▶ [Action item]:
Read the listing and extract each line that includes the word "grid".

┄┄┄┄┄┄┄┄┄┄┄┄┄┄┄┄┄┄┄┄

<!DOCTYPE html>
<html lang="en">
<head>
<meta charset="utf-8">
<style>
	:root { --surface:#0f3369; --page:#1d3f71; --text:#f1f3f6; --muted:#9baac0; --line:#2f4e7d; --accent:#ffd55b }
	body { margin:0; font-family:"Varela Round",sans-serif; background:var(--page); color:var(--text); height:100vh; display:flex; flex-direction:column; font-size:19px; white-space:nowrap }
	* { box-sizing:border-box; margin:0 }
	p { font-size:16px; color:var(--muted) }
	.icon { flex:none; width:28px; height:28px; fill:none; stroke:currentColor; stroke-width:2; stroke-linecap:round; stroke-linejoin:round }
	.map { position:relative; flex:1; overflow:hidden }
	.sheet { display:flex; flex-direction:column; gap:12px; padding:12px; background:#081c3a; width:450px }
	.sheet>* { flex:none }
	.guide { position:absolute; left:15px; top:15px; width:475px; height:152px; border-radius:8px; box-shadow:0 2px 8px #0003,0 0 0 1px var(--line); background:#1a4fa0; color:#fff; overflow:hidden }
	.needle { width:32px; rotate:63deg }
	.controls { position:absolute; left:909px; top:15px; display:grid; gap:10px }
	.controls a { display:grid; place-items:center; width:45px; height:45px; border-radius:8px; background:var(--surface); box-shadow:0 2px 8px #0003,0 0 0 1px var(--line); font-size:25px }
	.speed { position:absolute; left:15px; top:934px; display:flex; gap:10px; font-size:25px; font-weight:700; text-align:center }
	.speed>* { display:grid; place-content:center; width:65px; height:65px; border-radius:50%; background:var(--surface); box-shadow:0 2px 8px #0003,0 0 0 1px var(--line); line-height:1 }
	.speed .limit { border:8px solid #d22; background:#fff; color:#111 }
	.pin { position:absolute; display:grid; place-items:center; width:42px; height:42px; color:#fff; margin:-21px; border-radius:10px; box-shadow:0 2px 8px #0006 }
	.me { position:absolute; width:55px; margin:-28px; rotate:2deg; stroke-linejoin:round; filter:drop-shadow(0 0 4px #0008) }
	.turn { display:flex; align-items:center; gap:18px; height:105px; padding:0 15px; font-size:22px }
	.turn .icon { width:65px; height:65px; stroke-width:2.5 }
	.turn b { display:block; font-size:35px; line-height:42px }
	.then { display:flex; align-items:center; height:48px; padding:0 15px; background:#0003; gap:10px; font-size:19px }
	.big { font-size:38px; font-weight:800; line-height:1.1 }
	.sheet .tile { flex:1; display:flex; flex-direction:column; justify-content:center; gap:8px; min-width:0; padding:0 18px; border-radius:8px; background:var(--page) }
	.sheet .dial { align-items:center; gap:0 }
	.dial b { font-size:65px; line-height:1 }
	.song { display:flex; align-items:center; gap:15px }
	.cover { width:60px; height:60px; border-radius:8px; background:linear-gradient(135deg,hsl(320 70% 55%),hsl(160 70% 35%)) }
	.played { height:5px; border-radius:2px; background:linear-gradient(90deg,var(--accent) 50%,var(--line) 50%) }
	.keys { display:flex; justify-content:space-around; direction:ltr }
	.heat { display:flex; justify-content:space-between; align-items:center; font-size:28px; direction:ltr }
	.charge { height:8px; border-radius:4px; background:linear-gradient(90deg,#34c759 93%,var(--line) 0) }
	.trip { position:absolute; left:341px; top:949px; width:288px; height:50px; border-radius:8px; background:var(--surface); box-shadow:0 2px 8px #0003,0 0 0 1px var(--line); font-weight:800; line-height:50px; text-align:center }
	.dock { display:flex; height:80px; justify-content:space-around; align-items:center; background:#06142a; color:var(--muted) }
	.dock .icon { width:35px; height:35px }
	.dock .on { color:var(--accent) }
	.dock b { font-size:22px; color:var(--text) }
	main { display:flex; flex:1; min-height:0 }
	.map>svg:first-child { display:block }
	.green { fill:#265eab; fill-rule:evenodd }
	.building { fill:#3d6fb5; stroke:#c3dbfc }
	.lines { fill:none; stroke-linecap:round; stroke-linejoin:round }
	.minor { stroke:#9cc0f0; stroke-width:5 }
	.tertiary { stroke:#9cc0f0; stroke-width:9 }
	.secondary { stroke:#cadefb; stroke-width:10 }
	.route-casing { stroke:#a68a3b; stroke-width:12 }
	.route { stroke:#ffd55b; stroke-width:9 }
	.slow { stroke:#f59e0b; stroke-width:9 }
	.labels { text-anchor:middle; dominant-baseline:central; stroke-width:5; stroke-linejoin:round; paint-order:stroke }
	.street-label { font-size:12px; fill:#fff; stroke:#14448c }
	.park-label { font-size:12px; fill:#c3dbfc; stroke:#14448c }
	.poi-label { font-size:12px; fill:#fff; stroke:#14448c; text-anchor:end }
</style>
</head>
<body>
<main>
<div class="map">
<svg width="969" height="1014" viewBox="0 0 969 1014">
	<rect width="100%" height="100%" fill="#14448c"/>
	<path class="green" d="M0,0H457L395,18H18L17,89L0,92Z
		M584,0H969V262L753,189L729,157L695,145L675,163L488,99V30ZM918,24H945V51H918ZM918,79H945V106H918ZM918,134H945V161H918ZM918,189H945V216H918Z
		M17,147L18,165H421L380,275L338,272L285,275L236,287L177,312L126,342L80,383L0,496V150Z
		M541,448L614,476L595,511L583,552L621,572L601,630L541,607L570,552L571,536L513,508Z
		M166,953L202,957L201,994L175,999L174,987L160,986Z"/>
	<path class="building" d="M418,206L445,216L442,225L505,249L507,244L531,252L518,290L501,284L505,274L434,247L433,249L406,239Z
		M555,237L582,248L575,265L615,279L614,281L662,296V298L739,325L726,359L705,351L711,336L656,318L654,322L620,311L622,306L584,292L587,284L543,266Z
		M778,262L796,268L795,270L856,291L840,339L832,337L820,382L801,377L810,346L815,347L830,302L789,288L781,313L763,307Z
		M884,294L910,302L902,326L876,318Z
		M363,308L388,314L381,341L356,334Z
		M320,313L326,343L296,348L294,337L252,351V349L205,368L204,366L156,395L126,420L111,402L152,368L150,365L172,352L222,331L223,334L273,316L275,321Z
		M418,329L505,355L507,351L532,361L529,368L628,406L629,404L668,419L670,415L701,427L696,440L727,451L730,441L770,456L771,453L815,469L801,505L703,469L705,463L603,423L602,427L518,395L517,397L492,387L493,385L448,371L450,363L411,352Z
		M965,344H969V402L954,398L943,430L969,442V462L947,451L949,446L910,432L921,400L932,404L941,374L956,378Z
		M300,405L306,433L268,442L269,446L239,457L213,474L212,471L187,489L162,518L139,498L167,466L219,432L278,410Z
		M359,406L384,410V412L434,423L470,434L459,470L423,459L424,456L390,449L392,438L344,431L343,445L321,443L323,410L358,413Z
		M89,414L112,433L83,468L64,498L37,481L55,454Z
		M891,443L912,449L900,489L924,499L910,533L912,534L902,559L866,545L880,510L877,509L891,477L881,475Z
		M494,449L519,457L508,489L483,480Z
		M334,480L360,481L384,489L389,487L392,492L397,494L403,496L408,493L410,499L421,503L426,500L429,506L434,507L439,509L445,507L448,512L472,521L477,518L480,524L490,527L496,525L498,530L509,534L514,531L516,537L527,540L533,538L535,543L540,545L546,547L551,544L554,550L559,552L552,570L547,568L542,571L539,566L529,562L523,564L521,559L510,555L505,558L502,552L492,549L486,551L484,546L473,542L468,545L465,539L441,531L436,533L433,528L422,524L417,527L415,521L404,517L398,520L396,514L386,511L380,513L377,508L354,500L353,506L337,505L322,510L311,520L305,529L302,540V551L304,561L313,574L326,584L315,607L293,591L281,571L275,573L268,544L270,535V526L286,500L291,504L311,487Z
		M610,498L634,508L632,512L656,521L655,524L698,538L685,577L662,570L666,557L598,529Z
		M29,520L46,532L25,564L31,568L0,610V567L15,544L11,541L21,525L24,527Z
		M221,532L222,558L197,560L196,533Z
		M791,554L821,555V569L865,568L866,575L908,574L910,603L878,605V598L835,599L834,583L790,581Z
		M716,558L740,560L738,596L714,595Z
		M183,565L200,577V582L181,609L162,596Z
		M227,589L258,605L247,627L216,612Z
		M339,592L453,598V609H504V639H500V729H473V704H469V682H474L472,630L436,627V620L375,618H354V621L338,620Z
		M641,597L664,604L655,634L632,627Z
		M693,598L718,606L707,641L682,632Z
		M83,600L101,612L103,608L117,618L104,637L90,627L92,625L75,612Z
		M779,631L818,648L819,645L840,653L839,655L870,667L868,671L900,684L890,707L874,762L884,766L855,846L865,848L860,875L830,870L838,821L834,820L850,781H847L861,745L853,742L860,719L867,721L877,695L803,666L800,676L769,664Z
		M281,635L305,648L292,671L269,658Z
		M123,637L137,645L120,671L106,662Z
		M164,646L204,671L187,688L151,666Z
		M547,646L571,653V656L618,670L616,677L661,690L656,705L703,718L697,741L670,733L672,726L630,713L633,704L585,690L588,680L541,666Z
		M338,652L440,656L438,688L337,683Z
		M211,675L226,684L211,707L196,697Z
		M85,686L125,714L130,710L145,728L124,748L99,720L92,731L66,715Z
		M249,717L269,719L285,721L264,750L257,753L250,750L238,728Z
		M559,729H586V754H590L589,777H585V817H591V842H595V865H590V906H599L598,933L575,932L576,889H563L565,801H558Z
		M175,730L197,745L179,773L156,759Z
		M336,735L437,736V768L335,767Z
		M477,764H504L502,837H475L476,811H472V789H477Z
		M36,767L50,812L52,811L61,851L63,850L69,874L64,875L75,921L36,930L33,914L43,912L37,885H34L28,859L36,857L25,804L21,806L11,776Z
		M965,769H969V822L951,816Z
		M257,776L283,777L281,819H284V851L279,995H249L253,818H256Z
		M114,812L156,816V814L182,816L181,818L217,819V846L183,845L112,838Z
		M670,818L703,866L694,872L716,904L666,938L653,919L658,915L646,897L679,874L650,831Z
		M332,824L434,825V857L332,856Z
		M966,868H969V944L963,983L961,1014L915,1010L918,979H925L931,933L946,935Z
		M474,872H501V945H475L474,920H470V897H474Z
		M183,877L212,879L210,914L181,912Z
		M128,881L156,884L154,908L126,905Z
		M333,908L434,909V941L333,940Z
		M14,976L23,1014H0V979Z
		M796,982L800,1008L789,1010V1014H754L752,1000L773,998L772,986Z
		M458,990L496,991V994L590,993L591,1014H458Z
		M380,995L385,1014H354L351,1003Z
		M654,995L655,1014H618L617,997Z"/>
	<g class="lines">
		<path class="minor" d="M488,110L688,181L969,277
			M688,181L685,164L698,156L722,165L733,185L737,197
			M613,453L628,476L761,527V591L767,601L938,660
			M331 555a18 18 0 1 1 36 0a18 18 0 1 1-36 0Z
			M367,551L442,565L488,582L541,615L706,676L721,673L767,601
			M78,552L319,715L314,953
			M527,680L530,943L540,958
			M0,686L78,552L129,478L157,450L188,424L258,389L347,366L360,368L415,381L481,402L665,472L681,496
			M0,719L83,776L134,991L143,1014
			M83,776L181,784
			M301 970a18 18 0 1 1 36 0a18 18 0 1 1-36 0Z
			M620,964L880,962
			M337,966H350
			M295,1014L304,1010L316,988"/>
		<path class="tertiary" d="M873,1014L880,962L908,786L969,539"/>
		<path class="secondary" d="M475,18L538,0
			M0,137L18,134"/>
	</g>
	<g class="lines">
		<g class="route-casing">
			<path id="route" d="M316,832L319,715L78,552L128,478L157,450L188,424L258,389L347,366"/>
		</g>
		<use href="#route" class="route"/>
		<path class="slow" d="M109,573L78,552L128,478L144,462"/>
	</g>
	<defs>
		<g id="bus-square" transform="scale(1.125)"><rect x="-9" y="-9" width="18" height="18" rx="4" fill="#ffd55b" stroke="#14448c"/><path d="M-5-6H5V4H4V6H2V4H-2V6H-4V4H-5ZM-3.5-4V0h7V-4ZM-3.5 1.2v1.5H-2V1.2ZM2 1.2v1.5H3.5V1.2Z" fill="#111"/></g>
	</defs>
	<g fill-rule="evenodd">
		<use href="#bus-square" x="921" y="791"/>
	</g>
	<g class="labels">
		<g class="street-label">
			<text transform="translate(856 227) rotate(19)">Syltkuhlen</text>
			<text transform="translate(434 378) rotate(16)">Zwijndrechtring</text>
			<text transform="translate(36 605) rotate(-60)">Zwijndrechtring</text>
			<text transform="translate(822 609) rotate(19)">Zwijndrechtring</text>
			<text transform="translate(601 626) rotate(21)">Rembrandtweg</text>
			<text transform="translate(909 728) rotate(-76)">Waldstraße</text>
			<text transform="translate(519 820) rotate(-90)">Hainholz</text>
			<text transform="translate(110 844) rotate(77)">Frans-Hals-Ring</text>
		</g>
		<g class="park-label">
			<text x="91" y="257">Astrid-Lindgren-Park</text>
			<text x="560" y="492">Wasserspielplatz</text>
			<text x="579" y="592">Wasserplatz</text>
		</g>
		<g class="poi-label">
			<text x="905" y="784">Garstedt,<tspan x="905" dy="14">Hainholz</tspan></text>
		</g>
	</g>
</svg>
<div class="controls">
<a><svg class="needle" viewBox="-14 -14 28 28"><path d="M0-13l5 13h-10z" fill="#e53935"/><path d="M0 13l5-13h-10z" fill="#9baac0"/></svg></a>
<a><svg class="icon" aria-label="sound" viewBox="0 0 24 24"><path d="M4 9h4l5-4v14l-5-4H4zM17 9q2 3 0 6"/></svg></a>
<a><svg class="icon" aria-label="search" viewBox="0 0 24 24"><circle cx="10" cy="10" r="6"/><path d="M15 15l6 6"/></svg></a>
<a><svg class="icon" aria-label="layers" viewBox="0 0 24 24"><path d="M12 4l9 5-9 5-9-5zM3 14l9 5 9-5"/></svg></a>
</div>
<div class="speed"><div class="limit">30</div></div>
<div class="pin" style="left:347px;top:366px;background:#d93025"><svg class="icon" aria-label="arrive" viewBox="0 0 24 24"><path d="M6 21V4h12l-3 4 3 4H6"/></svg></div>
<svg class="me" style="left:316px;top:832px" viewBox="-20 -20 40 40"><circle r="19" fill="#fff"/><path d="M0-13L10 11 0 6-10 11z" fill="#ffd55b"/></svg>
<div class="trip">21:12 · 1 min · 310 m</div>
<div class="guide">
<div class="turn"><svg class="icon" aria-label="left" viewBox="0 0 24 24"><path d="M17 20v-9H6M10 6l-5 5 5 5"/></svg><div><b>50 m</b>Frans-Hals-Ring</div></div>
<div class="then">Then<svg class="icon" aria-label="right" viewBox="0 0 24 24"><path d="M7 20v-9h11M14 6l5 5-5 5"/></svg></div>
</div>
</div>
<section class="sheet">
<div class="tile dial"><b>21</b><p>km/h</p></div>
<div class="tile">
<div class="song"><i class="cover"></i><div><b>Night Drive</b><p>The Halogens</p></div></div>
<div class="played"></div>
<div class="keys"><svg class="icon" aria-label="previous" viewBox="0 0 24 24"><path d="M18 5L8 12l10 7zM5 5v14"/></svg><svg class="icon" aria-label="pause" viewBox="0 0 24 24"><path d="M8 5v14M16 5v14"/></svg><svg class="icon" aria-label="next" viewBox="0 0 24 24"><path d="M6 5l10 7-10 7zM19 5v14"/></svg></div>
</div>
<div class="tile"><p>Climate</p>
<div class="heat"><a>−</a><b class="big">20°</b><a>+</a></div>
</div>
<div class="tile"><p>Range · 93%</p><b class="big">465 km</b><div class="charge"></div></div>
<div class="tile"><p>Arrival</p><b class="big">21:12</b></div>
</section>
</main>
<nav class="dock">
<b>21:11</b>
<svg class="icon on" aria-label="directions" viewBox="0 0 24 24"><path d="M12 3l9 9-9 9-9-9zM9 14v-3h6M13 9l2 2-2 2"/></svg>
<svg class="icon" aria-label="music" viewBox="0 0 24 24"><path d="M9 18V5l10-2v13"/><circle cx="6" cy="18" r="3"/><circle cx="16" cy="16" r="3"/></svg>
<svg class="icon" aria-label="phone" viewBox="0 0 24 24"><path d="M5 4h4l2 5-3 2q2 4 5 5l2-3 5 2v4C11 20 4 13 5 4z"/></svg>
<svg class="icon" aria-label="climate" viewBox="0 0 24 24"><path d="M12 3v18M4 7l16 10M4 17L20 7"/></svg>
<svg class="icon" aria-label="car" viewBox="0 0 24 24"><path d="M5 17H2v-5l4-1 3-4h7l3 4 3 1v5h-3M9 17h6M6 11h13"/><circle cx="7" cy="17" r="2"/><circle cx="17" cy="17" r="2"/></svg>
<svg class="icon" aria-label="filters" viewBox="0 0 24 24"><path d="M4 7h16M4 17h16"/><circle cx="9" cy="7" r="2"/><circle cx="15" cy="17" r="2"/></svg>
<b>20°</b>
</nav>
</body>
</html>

┄┄┄┄┄┄┄┄┄┄┄┄┄┄┄┄┄┄┄┄

▶ [Your solution]:
	.controls { position:absolute; left:909px; top:15px; display:grid; gap:10px }
	.controls a { display:grid; place-items:center; width:45px; height:45px; border-radius:8px; background:var(--surface); box-shadow:0 2px 8px #0003,0 0 0 1px var(--line); font-size:25px }
	.speed>* { display:grid; place-content:center; width:65px; height:65px; border-radius:50%; background:var(--surface); box-shadow:0 2px 8px #0003,0 0 0 1px var(--line); line-height:1 }
	.pin { position:absolute; display:grid; place-items:center; width:42px; height:42px; color:#fff; margin:-21px; border-radius:10px; box-shadow:0 2px 8px #0006 }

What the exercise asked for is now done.